Records for processing ▸
☆ ☆ ☆ ☆ ☆

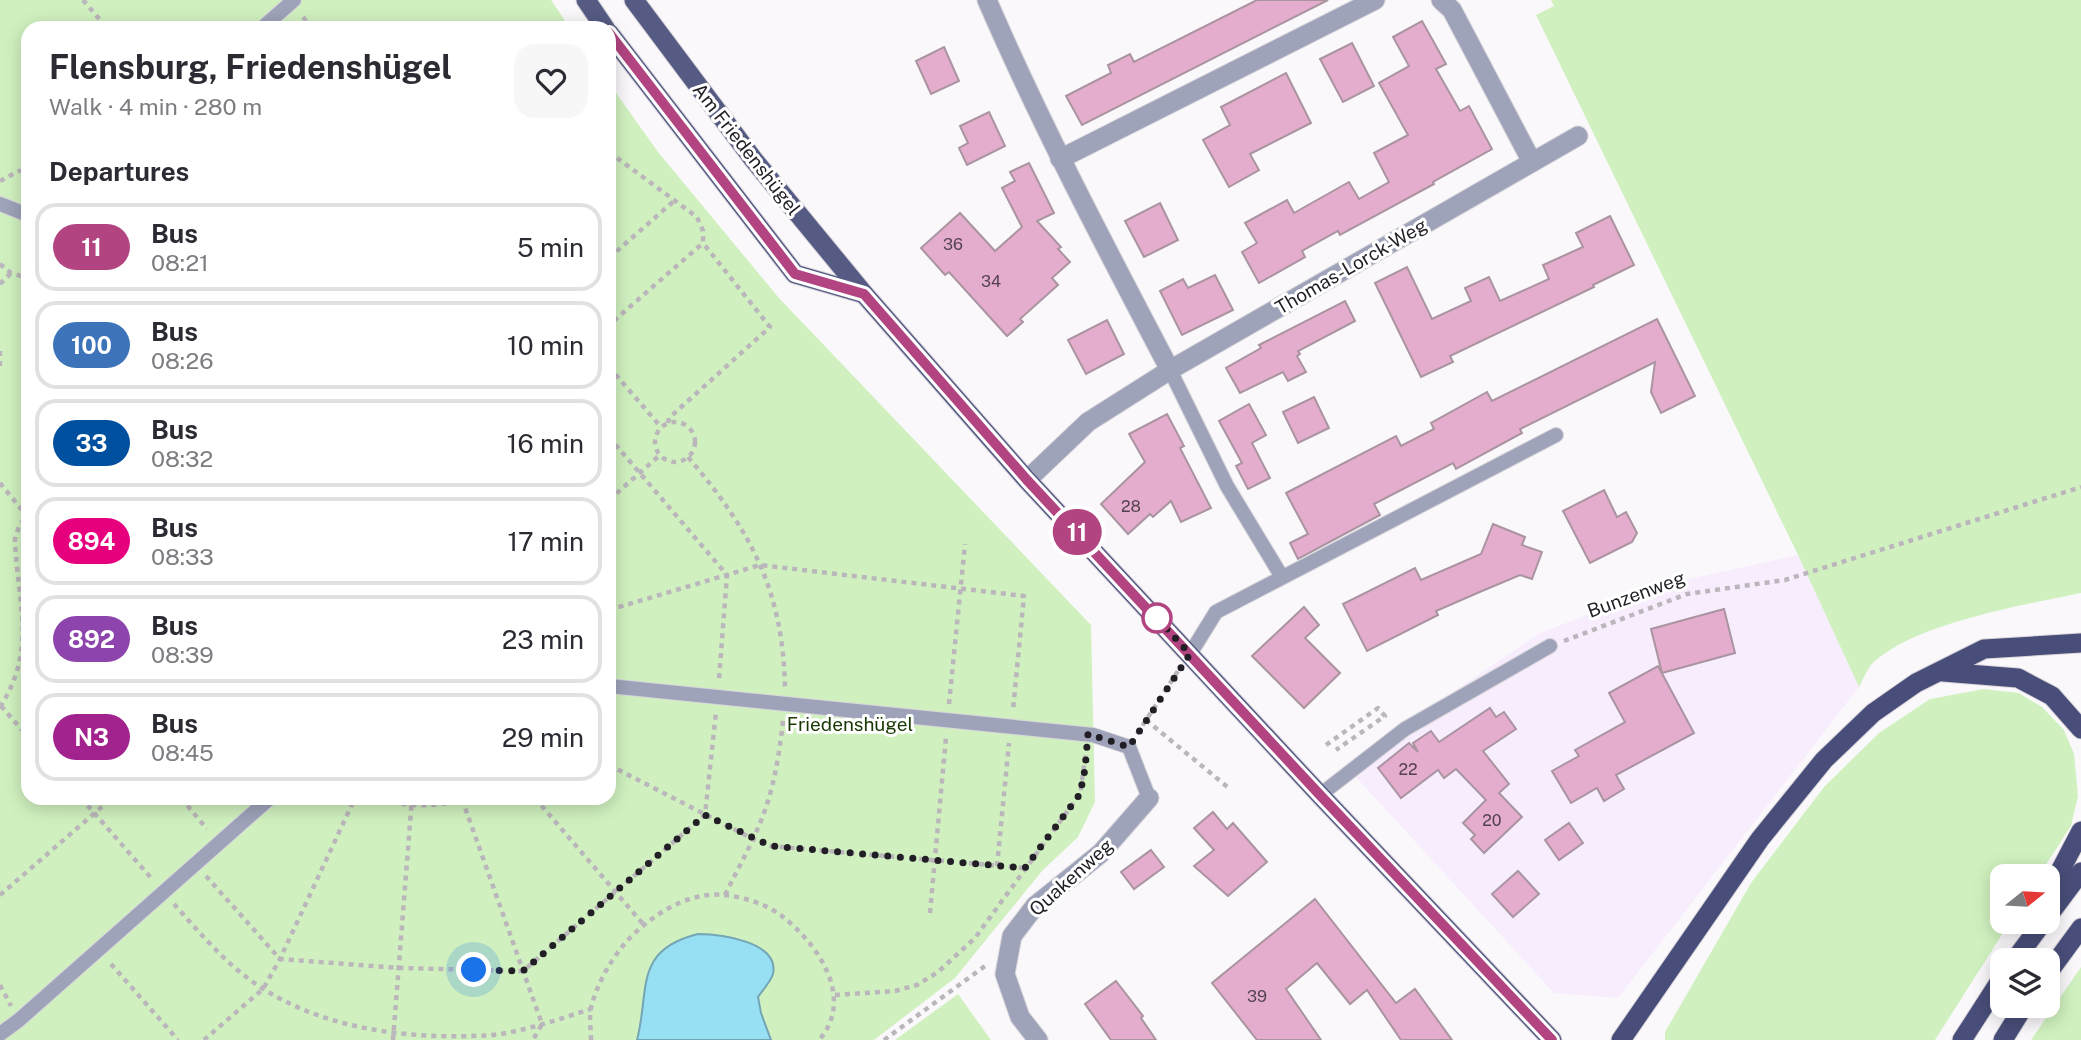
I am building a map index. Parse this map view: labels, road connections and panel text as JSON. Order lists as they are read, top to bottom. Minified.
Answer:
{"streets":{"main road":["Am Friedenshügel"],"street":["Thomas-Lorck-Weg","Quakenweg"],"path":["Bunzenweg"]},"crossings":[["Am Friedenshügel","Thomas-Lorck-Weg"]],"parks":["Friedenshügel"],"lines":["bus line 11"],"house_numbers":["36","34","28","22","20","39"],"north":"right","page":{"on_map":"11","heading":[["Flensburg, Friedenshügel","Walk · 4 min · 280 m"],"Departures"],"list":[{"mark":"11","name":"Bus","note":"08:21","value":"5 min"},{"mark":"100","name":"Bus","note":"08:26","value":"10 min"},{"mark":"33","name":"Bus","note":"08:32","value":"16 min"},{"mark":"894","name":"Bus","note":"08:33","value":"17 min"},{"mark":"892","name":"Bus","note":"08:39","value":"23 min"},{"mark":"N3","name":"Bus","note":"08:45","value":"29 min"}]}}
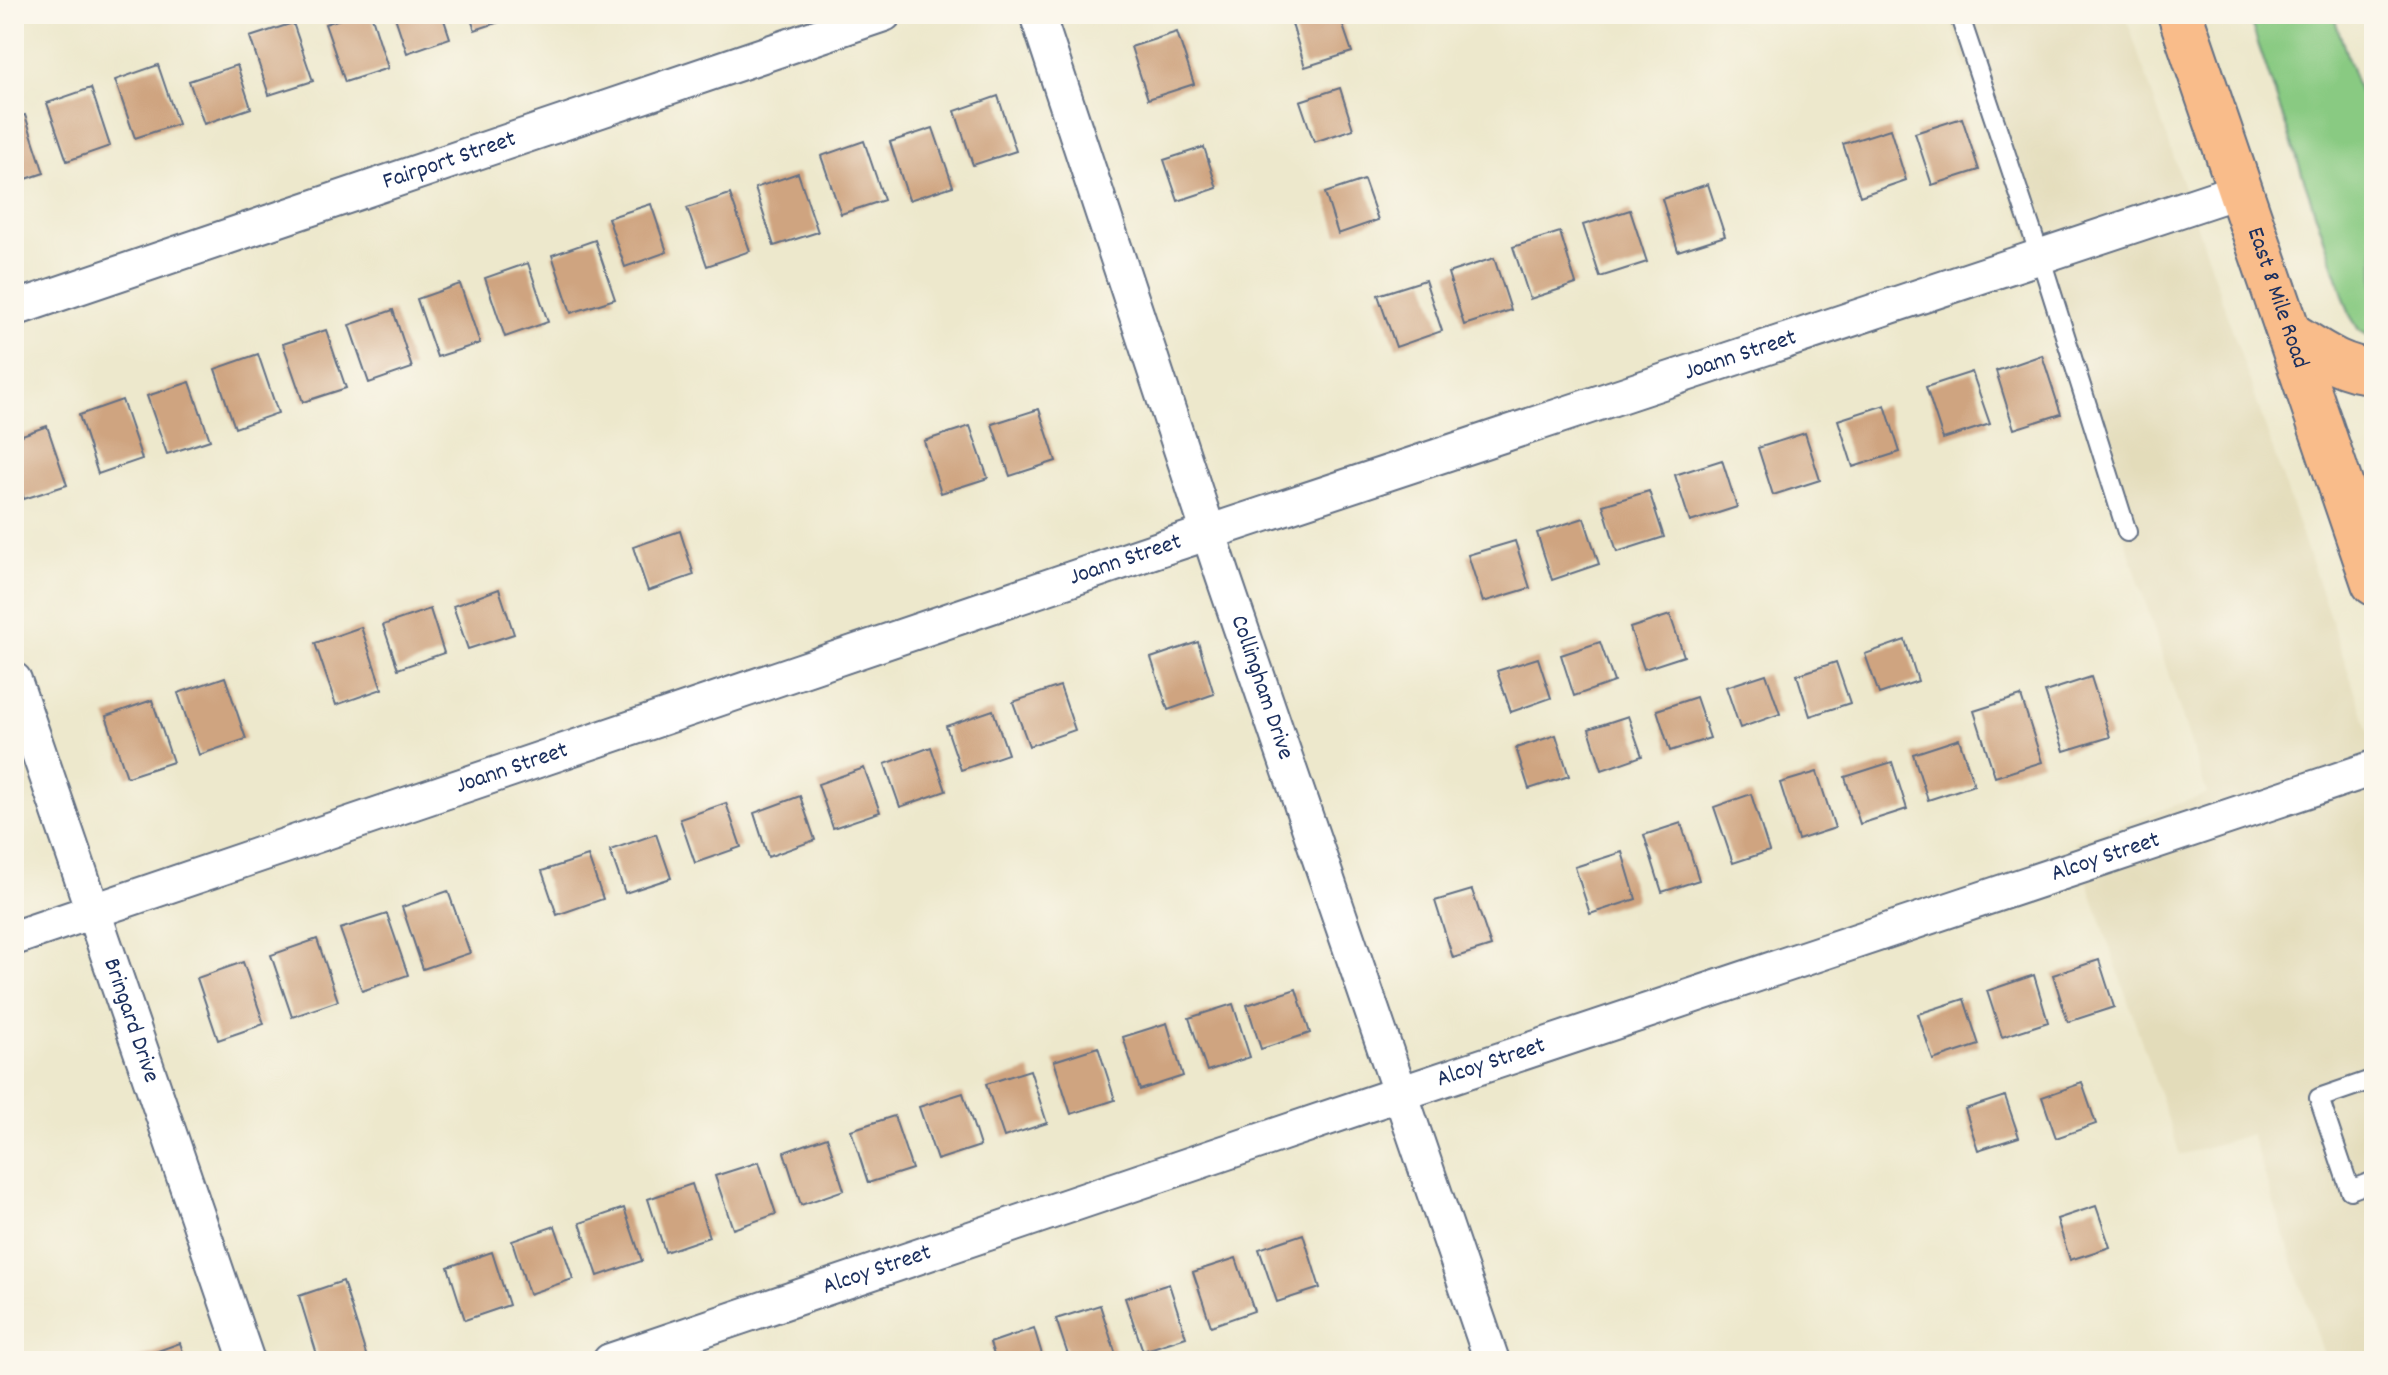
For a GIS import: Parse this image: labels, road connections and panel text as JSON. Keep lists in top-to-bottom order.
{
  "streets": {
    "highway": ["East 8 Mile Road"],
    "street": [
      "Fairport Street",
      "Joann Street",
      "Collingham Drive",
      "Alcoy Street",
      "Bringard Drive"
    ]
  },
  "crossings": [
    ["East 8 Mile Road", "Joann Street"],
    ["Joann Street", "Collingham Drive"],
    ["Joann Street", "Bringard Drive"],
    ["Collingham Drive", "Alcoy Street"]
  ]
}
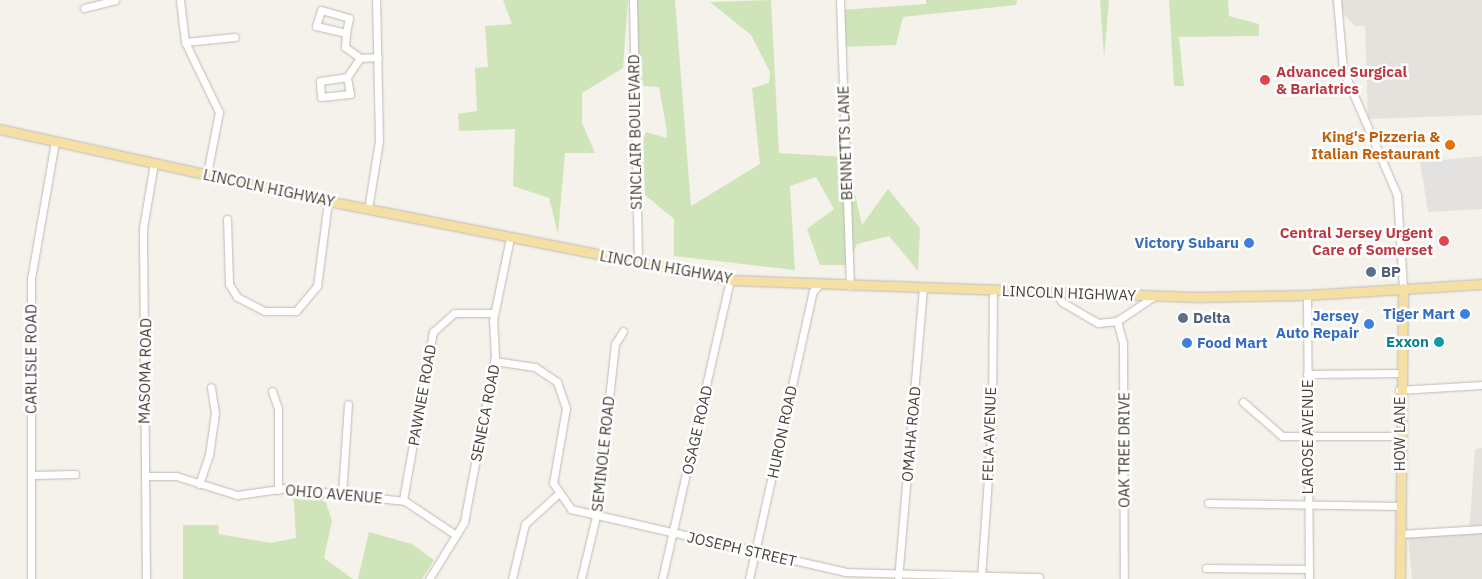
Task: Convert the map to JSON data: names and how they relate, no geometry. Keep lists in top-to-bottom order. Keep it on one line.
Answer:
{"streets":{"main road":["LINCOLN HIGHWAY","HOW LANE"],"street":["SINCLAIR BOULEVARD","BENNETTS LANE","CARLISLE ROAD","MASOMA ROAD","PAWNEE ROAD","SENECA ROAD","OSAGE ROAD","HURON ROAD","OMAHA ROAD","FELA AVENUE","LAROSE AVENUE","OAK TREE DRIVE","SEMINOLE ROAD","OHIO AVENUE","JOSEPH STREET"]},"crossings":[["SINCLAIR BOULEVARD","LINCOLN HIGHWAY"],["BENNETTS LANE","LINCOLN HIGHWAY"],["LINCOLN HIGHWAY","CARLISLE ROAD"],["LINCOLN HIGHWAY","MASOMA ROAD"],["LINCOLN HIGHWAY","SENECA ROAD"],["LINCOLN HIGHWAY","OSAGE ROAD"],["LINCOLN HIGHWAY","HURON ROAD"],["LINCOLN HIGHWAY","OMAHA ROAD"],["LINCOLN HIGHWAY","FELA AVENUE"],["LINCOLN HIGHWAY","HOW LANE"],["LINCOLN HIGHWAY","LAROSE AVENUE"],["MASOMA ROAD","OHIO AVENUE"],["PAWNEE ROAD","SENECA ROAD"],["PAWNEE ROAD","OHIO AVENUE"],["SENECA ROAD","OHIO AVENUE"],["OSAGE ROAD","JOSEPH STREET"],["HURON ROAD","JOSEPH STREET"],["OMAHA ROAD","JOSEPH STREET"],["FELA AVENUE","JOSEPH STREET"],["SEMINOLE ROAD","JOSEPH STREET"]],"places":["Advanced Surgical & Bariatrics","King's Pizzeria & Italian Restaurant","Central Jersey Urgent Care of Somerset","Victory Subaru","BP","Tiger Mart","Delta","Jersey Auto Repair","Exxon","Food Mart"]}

☆ ☆ ☆ ☆ ☆

What is needed ▸ Transcribe the whole of the data exactly, minus any pictures.

Output ▸
I am building a map index. Parse this map view: labels, road connections and panel text as JSON. Order lists as they are read, top to bottom. Minified.
Answer:
{"streets":{"main road":["Am Friedenshügel"],"street":["Thomas-Lorck-Weg","Quakenweg"],"path":["Bunzenweg"]},"crossings":[["Am Friedenshügel","Thomas-Lorck-Weg"]],"parks":["Friedenshügel"],"lines":["bus line 11"],"house_numbers":["36","34","28","22","20","39"],"north":"right","page":{"on_map":"11","heading":[["Flensburg, Friedenshügel","Walk · 4 min · 280 m"],"Departures"],"list":[{"mark":"11","name":"Bus","note":"08:21","value":"5 min"},{"mark":"100","name":"Bus","note":"08:26","value":"10 min"},{"mark":"33","name":"Bus","note":"08:32","value":"16 min"},{"mark":"894","name":"Bus","note":"08:33","value":"17 min"},{"mark":"892","name":"Bus","note":"08:39","value":"23 min"},{"mark":"N3","name":"Bus","note":"08:45","value":"29 min"}]}}
For a GIS import: Parse this image: labels, road connections and panel text as JSON. Keep lists in top-to-bottom order.
{
  "streets": {
    "highway": ["East 8 Mile Road"],
    "street": [
      "Fairport Street",
      "Joann Street",
      "Collingham Drive",
      "Alcoy Street",
      "Bringard Drive"
    ]
  },
  "crossings": [
    ["East 8 Mile Road", "Joann Street"],
    ["Joann Street", "Collingham Drive"],
    ["Joann Street", "Bringard Drive"],
    ["Collingham Drive", "Alcoy Street"]
  ]
}
Task: Convert the map to JSON data: names and how they relate, no geometry. Keep lists in top-to-bottom order. Keep it on one line.
Answer:
{"streets":{"main road":["LINCOLN HIGHWAY","HOW LANE"],"street":["SINCLAIR BOULEVARD","BENNETTS LANE","CARLISLE ROAD","MASOMA ROAD","PAWNEE ROAD","SENECA ROAD","OSAGE ROAD","HURON ROAD","OMAHA ROAD","FELA AVENUE","LAROSE AVENUE","OAK TREE DRIVE","SEMINOLE ROAD","OHIO AVENUE","JOSEPH STREET"]},"crossings":[["SINCLAIR BOULEVARD","LINCOLN HIGHWAY"],["BENNETTS LANE","LINCOLN HIGHWAY"],["LINCOLN HIGHWAY","CARLISLE ROAD"],["LINCOLN HIGHWAY","MASOMA ROAD"],["LINCOLN HIGHWAY","SENECA ROAD"],["LINCOLN HIGHWAY","OSAGE ROAD"],["LINCOLN HIGHWAY","HURON ROAD"],["LINCOLN HIGHWAY","OMAHA ROAD"],["LINCOLN HIGHWAY","FELA AVENUE"],["LINCOLN HIGHWAY","HOW LANE"],["LINCOLN HIGHWAY","LAROSE AVENUE"],["MASOMA ROAD","OHIO AVENUE"],["PAWNEE ROAD","SENECA ROAD"],["PAWNEE ROAD","OHIO AVENUE"],["SENECA ROAD","OHIO AVENUE"],["OSAGE ROAD","JOSEPH STREET"],["HURON ROAD","JOSEPH STREET"],["OMAHA ROAD","JOSEPH STREET"],["FELA AVENUE","JOSEPH STREET"],["SEMINOLE ROAD","JOSEPH STREET"]],"places":["Advanced Surgical & Bariatrics","King's Pizzeria & Italian Restaurant","Central Jersey Urgent Care of Somerset","Victory Subaru","BP","Tiger Mart","Delta","Jersey Auto Repair","Exxon","Food Mart"]}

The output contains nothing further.